You know what she did?  She read the whole farging 84 page document and then wrote her own document elucidating the salient points of it!  Do you know what I did?  Well, I woke up early this morning to take the car to the car doctor, where I sat for a number of hours and worked.  Did I read Melissa's document?  No.  Working did me in.  

When I got home, I died in bed from the renewed bowling activity in my cranium and the new sensation that my joints were the creaking of old leather arm chair joints until it was time to go see the new house.  When we got to the new house, Melissa asked if I'd read the document, and I honestly had to say "no."  So she just told me, "Well, I think the biggest thing that stood out to me is that they only allow you to have two pets..."

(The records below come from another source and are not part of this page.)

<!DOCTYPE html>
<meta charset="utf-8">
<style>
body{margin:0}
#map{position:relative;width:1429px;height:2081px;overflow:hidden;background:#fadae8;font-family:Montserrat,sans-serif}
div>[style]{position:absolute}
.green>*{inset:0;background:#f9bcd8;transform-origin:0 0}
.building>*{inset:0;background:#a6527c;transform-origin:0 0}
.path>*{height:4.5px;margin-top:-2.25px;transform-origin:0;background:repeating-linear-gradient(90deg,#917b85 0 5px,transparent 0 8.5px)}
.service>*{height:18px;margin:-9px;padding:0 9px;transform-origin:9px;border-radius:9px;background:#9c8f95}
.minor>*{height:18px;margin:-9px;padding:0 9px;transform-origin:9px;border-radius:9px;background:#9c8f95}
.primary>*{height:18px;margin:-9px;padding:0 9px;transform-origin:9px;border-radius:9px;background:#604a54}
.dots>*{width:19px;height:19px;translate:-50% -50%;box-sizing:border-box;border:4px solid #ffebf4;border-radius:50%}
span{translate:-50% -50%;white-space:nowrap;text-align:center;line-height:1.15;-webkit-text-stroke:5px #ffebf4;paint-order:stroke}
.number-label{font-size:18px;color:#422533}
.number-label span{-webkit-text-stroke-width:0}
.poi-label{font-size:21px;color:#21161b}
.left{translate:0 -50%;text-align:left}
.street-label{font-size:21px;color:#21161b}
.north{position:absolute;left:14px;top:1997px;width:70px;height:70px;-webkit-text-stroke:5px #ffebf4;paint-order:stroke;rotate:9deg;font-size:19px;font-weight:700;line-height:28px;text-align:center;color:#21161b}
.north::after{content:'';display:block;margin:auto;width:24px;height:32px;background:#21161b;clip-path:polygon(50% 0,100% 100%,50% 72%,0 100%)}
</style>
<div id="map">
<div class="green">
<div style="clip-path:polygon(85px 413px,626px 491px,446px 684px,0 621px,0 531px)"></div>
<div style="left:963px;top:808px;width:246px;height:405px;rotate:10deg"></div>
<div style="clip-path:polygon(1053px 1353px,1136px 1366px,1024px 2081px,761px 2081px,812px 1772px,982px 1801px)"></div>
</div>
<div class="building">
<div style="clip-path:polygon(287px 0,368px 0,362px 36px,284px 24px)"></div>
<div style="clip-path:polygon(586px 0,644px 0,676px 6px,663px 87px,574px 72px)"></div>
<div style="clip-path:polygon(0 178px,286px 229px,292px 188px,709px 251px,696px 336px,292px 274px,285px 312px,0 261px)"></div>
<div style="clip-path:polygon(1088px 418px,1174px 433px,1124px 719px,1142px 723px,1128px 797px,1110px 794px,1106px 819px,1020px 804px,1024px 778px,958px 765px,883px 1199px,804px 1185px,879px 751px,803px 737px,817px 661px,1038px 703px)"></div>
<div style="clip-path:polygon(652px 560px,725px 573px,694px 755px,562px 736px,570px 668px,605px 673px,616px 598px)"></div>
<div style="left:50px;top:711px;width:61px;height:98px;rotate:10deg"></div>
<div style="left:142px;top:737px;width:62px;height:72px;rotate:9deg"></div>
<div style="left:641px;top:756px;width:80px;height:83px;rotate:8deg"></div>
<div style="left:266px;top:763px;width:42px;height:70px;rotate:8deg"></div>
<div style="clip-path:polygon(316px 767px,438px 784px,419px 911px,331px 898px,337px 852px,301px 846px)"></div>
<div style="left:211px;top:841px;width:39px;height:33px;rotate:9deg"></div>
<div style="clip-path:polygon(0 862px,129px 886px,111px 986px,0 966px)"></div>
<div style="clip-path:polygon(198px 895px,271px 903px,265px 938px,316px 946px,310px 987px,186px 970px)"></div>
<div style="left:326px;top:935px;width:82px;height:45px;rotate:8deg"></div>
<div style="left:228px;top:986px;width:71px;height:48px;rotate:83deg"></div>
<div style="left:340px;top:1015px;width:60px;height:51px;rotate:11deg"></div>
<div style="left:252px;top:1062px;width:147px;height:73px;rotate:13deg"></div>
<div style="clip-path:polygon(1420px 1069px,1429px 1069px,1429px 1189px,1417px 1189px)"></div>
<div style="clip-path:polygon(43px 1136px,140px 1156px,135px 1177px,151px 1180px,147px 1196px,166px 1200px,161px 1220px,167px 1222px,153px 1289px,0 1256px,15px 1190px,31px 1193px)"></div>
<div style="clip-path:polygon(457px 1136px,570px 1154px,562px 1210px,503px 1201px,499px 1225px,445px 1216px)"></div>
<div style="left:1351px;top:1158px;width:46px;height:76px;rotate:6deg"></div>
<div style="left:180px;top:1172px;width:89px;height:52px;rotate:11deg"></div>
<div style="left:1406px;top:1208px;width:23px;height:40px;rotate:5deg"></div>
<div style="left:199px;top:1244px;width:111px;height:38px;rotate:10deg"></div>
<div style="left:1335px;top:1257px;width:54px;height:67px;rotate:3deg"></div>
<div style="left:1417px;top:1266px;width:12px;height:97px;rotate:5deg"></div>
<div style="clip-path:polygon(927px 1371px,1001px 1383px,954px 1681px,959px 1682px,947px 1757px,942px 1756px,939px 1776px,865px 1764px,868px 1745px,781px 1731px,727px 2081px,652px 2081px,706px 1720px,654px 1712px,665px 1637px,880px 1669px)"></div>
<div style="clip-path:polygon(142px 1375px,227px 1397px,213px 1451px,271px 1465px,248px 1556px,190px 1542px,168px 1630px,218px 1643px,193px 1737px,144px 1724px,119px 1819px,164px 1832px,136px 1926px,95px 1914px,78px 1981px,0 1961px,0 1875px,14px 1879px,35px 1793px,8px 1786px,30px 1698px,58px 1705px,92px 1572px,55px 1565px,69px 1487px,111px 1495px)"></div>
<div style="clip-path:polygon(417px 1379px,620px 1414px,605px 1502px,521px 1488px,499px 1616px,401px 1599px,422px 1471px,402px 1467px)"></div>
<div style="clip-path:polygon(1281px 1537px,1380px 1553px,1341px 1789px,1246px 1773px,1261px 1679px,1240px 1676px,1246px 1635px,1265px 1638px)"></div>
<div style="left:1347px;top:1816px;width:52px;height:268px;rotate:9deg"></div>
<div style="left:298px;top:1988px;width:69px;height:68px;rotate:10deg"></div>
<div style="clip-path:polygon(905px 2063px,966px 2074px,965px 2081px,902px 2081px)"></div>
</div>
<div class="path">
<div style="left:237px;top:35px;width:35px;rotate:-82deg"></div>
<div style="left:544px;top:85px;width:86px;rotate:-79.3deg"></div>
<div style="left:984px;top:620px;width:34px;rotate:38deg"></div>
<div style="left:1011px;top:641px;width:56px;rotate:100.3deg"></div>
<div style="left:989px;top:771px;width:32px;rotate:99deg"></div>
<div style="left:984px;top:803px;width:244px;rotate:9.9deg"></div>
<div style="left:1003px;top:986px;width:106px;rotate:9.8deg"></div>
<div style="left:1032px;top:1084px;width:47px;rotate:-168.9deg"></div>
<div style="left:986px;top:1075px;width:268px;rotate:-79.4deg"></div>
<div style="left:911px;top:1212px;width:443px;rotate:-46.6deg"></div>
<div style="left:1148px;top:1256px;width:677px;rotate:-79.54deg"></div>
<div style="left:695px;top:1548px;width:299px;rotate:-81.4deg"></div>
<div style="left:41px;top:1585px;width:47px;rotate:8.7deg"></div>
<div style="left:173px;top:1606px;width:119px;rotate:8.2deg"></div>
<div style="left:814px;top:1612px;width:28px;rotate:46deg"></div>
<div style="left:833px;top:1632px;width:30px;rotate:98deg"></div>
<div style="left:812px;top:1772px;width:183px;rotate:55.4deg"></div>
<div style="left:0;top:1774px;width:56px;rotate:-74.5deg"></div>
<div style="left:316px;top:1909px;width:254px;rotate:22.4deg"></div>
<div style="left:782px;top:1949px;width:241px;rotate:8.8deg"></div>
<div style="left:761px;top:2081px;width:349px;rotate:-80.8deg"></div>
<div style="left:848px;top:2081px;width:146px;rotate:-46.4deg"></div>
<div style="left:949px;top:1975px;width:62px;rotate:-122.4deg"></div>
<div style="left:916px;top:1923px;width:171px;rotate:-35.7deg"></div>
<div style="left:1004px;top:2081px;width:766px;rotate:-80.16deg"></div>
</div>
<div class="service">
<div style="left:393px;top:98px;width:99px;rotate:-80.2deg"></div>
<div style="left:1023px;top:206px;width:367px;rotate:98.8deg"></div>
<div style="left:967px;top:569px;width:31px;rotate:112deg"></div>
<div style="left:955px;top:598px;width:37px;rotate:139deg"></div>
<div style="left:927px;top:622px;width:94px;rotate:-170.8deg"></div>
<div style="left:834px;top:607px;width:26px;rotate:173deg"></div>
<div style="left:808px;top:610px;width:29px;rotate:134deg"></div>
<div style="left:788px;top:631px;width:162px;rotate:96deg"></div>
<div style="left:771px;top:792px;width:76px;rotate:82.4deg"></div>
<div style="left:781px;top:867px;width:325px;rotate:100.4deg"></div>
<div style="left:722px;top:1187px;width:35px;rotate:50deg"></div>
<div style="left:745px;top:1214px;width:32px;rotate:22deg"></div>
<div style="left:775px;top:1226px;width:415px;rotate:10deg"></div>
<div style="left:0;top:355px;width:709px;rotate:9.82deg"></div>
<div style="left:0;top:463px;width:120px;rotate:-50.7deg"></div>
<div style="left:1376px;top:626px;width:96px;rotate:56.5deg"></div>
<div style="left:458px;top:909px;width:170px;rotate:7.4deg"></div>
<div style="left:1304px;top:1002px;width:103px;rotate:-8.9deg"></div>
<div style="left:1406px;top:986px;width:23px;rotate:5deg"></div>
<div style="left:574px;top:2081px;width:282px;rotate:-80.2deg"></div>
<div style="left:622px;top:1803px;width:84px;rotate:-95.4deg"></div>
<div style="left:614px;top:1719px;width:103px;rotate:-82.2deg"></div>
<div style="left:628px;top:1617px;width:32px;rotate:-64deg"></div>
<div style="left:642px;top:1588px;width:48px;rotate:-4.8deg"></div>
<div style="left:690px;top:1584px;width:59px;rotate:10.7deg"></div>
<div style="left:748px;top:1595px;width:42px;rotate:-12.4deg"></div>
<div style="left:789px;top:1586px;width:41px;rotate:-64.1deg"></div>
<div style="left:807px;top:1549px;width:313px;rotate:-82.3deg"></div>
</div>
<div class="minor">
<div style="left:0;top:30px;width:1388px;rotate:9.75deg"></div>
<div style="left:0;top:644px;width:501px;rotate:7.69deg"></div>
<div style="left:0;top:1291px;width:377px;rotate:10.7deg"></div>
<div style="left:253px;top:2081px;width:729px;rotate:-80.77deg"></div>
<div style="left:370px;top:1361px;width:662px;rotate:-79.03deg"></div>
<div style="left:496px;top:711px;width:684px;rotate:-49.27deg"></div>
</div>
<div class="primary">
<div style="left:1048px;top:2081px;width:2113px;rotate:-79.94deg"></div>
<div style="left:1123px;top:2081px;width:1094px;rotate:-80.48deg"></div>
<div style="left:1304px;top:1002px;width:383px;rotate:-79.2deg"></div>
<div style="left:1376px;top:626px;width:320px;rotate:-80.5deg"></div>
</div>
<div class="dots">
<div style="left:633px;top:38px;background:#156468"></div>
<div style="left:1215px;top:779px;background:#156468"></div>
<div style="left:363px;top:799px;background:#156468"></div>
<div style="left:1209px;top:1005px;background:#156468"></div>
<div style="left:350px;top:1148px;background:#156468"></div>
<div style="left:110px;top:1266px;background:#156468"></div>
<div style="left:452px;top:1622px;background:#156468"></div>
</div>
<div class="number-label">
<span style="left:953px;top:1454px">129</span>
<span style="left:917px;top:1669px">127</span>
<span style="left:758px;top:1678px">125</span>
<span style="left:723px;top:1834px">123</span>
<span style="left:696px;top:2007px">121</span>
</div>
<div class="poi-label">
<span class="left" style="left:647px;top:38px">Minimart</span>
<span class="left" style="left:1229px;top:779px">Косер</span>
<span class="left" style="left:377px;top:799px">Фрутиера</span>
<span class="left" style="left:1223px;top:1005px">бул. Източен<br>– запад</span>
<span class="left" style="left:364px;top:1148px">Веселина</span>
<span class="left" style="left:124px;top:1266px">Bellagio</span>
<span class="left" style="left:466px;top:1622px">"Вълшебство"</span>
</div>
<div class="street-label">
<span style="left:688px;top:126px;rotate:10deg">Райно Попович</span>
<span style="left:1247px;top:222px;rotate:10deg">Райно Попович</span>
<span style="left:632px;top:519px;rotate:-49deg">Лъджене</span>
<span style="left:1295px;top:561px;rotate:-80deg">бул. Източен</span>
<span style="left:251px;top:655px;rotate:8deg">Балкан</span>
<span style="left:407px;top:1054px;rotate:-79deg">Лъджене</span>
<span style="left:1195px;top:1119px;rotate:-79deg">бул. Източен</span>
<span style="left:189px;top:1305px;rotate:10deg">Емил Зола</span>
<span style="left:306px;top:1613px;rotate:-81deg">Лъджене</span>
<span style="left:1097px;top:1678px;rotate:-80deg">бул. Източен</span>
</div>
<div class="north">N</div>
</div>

She graciously allowed as how we could ignore that, but we're fairly rule following folk and we would not be comfortable with that.  So, basically, she spent however much time it took to get through that vile manuscript so she could simply deliver us the answer that the HOA wouldn't accept our whole family, and therefore we aren't making an offer on it.  

Someday maybe I'll be kind like her.  But I wouldn't count on it.  In all honesty, I'm just tired of feeling like I do everything for everyone (which isn't entirely true), and truly I'll never read legalese with the alacrity she seems to.